Terlibat dalam diskusi dan percakapan adalah hal yang penting dalam kehidupan sehari-hari. Namun, ada kalanya peserta didik atau anak-anak kita mungkin irit bebicara saat ditanya, terlebih jika pertanyaan tersebut menyangkut perasaan atau isu yang sensitif. Bagaimana seharusnya orang tua menanggapi peserta didik yang irit bebicara saat ditanya? Berikut beberapa cara yang dapat dilakukan ole ibu dan bapak untuk mendukung anak dalam menggali dan mengungkapkan pikiran serta perasaan mereka.
1. Jadilah Pendengar yang Baik
Sebagai langkah pertama, ibu dan bapak harus memastikan bahwa mereka menjadi pendengar yang baik untuk anak mereka. Berilah perhatian penuh saat anak berbicara, ciptakan situasi yang aman dan nyaman agar mereka merasa didengarkan. Hindari menginterupsi pembicaraan dan berilah waktu pada mereka untuk mengatur pikiran serta apa yang ingin mereka sampaikan.

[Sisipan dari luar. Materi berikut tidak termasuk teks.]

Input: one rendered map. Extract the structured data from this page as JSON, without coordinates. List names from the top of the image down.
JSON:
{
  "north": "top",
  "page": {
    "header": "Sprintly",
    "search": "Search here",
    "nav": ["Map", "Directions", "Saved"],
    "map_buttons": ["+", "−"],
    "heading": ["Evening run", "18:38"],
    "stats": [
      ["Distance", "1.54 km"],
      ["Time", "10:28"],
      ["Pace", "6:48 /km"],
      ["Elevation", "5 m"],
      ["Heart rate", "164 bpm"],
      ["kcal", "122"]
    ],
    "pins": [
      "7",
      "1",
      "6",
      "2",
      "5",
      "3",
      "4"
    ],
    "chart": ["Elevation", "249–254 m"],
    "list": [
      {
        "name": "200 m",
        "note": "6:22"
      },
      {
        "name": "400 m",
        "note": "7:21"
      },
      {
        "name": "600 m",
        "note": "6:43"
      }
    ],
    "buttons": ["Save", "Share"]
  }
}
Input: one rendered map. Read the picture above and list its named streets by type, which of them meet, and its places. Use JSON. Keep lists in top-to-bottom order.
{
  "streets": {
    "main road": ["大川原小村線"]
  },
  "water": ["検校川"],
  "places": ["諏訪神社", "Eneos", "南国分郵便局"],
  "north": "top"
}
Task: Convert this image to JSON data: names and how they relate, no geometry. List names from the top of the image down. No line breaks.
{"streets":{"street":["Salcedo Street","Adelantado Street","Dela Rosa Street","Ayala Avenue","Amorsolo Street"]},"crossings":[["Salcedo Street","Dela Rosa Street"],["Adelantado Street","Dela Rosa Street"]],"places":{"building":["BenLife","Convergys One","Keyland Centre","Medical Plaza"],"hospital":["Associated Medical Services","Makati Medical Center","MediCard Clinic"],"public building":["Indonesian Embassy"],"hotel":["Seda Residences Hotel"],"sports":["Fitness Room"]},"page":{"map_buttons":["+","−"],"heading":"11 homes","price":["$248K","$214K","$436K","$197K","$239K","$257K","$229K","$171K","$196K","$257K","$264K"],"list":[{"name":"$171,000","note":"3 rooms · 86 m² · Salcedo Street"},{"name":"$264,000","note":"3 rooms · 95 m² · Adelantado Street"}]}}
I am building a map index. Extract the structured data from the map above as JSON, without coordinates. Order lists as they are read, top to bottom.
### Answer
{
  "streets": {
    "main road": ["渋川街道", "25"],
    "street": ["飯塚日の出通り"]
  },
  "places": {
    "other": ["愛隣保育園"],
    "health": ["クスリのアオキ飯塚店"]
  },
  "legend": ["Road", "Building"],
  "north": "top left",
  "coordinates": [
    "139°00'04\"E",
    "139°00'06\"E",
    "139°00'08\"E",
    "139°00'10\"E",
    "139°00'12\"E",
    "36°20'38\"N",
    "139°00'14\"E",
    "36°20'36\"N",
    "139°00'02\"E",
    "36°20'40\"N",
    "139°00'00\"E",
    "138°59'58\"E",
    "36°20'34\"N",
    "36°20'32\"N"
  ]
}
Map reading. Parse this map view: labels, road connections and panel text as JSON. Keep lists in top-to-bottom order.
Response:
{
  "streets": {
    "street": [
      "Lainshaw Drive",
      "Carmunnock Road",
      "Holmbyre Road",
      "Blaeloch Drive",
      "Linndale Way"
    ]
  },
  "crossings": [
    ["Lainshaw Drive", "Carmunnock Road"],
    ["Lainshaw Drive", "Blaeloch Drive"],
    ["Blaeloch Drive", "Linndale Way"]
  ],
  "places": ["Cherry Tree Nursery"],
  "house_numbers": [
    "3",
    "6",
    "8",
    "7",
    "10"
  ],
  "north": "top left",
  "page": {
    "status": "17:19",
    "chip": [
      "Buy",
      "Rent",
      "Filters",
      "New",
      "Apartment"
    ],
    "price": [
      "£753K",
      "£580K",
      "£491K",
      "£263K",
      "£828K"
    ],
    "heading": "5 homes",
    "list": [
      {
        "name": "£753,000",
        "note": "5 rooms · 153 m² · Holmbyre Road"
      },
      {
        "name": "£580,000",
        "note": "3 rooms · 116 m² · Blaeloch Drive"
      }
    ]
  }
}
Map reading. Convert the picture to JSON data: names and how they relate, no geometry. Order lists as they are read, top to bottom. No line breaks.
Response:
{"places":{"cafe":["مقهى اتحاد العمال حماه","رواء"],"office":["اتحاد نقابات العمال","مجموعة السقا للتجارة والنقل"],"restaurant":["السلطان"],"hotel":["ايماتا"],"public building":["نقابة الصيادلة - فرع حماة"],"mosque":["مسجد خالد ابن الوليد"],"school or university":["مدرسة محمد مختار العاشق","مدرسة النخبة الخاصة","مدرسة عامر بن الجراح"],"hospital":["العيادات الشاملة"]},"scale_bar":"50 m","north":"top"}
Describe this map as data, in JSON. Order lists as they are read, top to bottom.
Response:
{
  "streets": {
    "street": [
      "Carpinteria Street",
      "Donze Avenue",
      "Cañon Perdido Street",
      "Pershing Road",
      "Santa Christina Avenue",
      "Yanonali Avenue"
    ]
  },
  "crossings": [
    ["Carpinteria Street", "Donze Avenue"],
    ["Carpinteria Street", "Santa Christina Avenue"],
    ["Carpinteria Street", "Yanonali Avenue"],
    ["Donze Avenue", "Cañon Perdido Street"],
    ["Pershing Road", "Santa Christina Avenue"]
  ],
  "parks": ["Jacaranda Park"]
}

2. Mengajukan Pertanyaan yang Terbuka
Ibu dan bapak perlu mengajukan pertanyaan yang terbuka untuk mendorong anak-anak berbicara lebih banyak. Pertanyaan yang terbuka adalah pertanyaan yang tidak bisa dijawab dengan “ya” atau “tidak”. Misalnya, bukan “Apakah kamu suka ke sekolah?”, tapi ajukan “Ada cerita menarik apa hari ini di sekolah?”. Dengan pertanyaan yang terbuka, peserta didik akan terdorong untuk berbicara lebih banyak tentang pengalamannya, perasaannya, dan pemikirannya.
3. Jangan Terburu-buru untuk Memberikan Solusi
Banyak orang tua yang merasa perlu segera menyelesaikan masalah anak-anak mereka, sehingga tergoda untuk segera memberikan solusi. Namun, hal ini bisa membuat peserta didik merasa tidak merasa didengarkan dan dihargai. Karena itu, sebelum menawarkan solusi atau nasihat, pastikan dulu untuk menghargai pikiran dan perasaan anak serta memahami kondisinya.
4. Buatlah Suasana Percakapan yang Mendukung
Lingkungan yang mendukung seperti ketenangan, privasi, dan kondisi emosional yang baik, membantu peserta didik yang irit bebicara menjadi lebih nyaman untuk membuka dan berbicara tentang pertanyaan yang diajukan. Maka, ibu dan bapak perlu menciptakan suasana yang aman dan kondusif untuk berbicara.
5. Beri Pujian dan Semangat
Setiap kali peserta didik berbicara lebih banyak atau lebih terbuka, berikan pujian atau dorongan positif. Ini akan membuat mereka merasa dihargai dan percaya diri untuk terus berbicara dan mengungkapkan perasaan mereka.
Dalam menghadapi peserta didik yang irit bebicara saat ditanya, ibu dan bapak perlu beradaptasi dan mengubah cara mereka berkomunikasi agar anak merasa didukung dan didorong untuk berbicara tentang pikiran serta perasaan mereka. Tetap sabar dan terbuka, serta kedepankan empati dalam setiap percakapan, maka seiring berjalannya waktu, peserta didik akan lebih nyaman untuk berbicara dan menjawab pertanyaan dari orang tua.